◆ **Exercise brief**
Which lines of the listing below contain the word "position"? Copy each of them.

◆ **Dataset records**
========================================================================

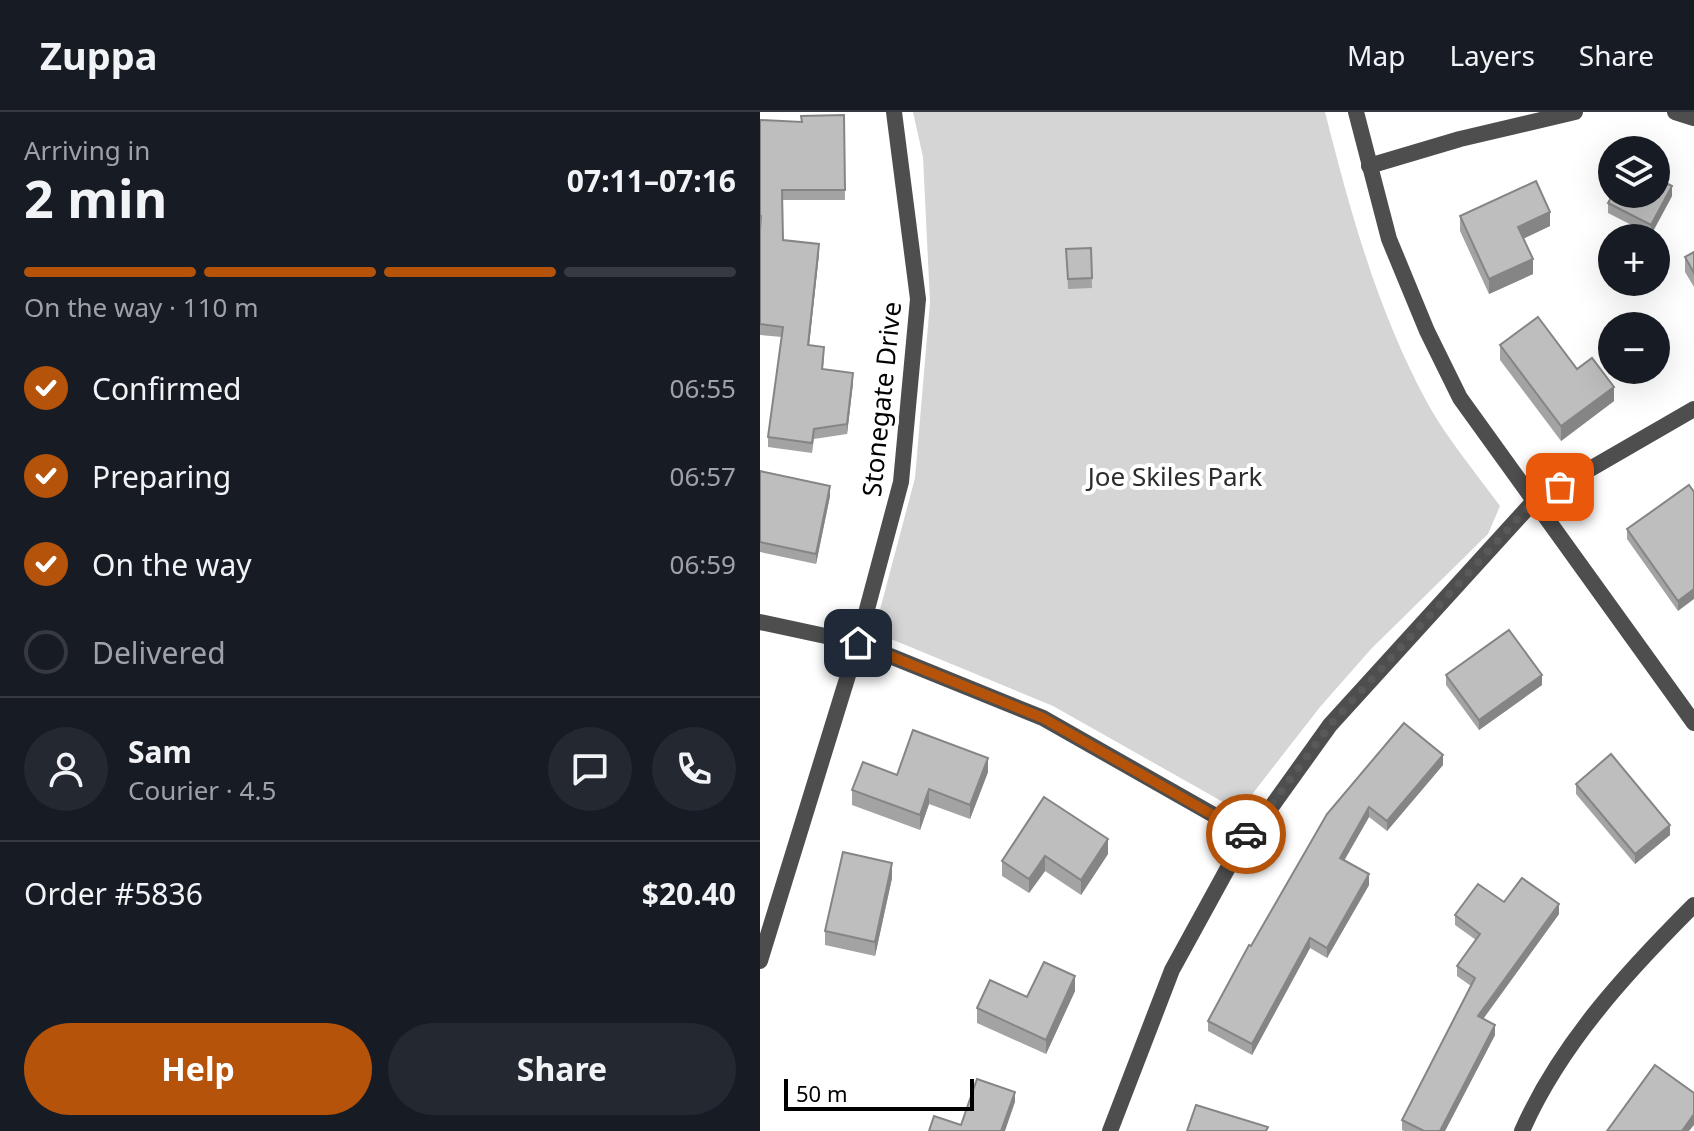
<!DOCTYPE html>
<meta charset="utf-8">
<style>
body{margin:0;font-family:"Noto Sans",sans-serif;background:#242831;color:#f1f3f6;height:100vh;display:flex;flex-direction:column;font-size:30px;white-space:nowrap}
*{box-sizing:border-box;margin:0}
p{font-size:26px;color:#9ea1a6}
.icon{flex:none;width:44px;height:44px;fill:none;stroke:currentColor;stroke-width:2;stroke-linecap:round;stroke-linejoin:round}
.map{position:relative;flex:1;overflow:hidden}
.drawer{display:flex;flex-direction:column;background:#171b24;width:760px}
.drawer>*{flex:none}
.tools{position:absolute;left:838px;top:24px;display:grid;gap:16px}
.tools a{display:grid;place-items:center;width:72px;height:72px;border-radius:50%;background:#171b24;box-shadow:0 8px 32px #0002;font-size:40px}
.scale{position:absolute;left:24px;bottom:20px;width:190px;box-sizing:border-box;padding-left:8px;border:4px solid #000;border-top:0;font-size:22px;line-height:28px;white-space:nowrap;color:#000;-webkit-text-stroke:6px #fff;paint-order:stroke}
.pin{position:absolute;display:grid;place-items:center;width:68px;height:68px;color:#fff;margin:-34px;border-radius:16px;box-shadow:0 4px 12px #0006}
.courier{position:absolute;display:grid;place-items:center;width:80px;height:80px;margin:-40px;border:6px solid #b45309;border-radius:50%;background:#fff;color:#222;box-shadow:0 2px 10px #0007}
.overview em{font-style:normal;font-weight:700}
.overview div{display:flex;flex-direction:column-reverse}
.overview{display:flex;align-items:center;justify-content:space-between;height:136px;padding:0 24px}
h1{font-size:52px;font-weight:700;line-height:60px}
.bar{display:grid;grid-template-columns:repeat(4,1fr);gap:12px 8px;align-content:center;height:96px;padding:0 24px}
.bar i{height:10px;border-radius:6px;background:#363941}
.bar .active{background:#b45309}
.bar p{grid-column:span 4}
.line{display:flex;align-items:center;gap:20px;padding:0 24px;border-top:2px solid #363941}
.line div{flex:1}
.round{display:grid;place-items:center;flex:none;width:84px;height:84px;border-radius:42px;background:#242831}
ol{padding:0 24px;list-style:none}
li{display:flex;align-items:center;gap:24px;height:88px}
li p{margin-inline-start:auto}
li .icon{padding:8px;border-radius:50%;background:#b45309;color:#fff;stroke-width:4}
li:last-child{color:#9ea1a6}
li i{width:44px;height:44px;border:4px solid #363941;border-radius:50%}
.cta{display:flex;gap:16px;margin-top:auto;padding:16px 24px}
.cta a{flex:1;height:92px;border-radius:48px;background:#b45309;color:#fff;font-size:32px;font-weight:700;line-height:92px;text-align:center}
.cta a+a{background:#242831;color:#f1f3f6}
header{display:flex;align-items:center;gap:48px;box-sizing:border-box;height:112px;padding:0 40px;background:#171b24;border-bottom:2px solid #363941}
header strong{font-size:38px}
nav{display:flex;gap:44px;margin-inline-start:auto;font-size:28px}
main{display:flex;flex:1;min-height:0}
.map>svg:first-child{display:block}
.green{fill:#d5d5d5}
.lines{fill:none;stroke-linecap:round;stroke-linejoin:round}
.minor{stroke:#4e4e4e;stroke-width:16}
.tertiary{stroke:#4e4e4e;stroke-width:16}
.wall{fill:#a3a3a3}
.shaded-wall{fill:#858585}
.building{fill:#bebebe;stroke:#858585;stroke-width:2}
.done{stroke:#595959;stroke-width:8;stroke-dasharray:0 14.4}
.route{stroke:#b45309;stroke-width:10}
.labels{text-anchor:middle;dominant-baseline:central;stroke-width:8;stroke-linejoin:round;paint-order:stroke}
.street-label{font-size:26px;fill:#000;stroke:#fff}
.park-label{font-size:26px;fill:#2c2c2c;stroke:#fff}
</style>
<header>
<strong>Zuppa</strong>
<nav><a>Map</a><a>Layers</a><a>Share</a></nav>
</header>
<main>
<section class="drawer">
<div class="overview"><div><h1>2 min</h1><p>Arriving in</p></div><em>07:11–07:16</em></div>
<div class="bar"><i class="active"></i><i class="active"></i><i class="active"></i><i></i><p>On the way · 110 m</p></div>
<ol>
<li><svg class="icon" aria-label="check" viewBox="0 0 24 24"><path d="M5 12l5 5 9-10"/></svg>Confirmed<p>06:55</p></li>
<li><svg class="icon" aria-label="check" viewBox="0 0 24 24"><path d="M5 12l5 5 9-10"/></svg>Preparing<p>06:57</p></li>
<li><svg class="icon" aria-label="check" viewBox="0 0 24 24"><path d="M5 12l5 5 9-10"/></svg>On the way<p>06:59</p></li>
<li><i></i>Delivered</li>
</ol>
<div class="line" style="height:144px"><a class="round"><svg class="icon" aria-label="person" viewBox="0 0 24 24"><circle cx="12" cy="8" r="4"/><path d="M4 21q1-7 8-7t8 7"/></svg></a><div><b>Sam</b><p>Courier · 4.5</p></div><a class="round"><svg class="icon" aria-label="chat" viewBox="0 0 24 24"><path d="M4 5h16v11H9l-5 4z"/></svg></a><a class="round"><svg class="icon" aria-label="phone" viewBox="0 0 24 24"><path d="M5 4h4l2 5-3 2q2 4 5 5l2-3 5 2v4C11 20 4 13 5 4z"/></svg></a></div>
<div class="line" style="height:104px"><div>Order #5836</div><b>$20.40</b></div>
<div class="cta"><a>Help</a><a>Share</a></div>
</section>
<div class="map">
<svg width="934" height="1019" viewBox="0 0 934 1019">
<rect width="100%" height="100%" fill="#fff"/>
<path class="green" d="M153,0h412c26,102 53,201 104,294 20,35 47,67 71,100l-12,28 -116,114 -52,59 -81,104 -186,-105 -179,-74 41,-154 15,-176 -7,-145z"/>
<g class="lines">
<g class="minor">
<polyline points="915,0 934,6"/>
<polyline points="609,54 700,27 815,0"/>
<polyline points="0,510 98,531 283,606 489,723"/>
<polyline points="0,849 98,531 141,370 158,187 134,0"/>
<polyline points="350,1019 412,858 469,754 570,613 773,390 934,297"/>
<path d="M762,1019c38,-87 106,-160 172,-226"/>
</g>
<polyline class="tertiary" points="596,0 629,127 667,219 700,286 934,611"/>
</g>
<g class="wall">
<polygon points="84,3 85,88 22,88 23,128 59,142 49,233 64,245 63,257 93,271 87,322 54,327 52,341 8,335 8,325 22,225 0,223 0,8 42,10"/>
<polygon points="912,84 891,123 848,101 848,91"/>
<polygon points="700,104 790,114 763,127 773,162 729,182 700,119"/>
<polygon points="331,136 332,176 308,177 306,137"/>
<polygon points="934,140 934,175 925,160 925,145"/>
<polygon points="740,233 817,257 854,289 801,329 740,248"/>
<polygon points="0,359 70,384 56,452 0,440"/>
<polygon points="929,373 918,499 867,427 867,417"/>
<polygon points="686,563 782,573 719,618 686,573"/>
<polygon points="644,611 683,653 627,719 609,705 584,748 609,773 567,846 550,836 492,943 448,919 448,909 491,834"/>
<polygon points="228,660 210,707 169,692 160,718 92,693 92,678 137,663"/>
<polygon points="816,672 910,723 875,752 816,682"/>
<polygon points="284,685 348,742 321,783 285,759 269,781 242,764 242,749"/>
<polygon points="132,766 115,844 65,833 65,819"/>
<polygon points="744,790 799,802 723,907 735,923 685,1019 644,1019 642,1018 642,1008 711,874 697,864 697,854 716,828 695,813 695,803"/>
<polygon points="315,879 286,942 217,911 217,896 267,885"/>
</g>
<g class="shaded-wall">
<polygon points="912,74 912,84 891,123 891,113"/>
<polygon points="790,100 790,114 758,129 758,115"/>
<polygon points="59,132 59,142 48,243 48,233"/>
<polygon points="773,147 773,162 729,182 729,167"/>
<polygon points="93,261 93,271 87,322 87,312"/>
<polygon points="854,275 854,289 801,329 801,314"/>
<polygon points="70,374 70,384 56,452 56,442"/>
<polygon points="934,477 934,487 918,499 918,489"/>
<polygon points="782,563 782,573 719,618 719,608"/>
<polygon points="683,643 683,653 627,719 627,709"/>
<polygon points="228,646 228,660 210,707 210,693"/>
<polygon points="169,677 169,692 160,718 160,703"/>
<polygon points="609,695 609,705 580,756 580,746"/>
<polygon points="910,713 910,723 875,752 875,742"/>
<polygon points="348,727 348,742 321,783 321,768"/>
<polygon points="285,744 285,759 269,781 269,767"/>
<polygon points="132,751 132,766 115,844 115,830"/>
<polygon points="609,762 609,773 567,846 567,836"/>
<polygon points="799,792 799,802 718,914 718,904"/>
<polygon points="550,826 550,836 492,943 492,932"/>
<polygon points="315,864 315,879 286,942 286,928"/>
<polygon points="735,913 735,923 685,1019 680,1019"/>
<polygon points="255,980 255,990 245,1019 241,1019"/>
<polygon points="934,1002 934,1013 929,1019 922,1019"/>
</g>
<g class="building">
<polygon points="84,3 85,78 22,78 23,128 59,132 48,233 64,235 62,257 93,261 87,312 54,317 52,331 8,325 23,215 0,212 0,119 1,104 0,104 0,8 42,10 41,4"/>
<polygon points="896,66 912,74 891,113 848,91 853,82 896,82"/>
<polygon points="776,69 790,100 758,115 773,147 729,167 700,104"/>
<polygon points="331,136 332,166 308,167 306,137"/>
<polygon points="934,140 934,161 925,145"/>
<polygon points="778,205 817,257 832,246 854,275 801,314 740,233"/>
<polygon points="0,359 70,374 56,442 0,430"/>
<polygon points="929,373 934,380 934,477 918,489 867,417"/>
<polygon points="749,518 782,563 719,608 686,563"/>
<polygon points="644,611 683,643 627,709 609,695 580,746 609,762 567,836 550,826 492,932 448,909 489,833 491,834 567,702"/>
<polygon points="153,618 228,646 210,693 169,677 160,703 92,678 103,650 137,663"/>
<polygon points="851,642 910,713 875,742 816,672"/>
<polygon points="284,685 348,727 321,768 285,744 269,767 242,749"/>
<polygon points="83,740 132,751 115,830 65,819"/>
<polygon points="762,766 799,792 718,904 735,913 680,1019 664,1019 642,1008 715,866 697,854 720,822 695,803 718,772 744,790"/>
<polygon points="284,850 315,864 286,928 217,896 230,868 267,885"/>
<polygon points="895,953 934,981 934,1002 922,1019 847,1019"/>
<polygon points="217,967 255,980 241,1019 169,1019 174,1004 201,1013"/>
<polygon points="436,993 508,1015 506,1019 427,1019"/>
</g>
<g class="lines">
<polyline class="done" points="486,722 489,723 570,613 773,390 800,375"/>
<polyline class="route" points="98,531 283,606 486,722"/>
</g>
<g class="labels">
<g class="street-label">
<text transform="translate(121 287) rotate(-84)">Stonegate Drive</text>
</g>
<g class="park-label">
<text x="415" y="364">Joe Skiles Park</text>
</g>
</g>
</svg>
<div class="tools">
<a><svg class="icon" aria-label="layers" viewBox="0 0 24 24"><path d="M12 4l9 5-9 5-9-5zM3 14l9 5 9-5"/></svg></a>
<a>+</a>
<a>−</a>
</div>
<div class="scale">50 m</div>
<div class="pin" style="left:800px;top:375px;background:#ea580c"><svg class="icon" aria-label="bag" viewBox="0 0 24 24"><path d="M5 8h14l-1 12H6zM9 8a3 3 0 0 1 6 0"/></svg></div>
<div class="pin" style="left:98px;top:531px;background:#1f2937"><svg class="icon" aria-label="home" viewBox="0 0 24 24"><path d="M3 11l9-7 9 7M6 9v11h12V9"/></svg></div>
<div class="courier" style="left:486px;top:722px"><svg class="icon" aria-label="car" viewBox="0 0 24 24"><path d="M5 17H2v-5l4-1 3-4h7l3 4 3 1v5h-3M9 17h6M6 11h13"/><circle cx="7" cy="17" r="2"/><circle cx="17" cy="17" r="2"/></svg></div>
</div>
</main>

========================================================================

◆ **Written response**
.map{position:relative;flex:1;overflow:hidden}
.tools{position:absolute;left:838px;top:24px;display:grid;gap:16px}
.scale{position:absolute;left:24px;bottom:20px;width:190px;box-sizing:border-box;padding-left:8px;border:4px solid #000;border-top:0;font-size:22px;line-height:28px;white-space:nowrap;color:#000;-webkit-text-stroke:6px #fff;paint-order:stroke}
.pin{position:absolute;display:grid;place-items:center;width:68px;height:68px;color:#fff;margin:-34px;border-radius:16px;box-shadow:0 4px 12px #0006}
.courier{position:absolute;display:grid;place-items:center;width:80px;height:80px;margin:-40px;border:6px solid #b45309;border-radius:50%;background:#fff;color:#222;box-shadow:0 2px 10px #0007}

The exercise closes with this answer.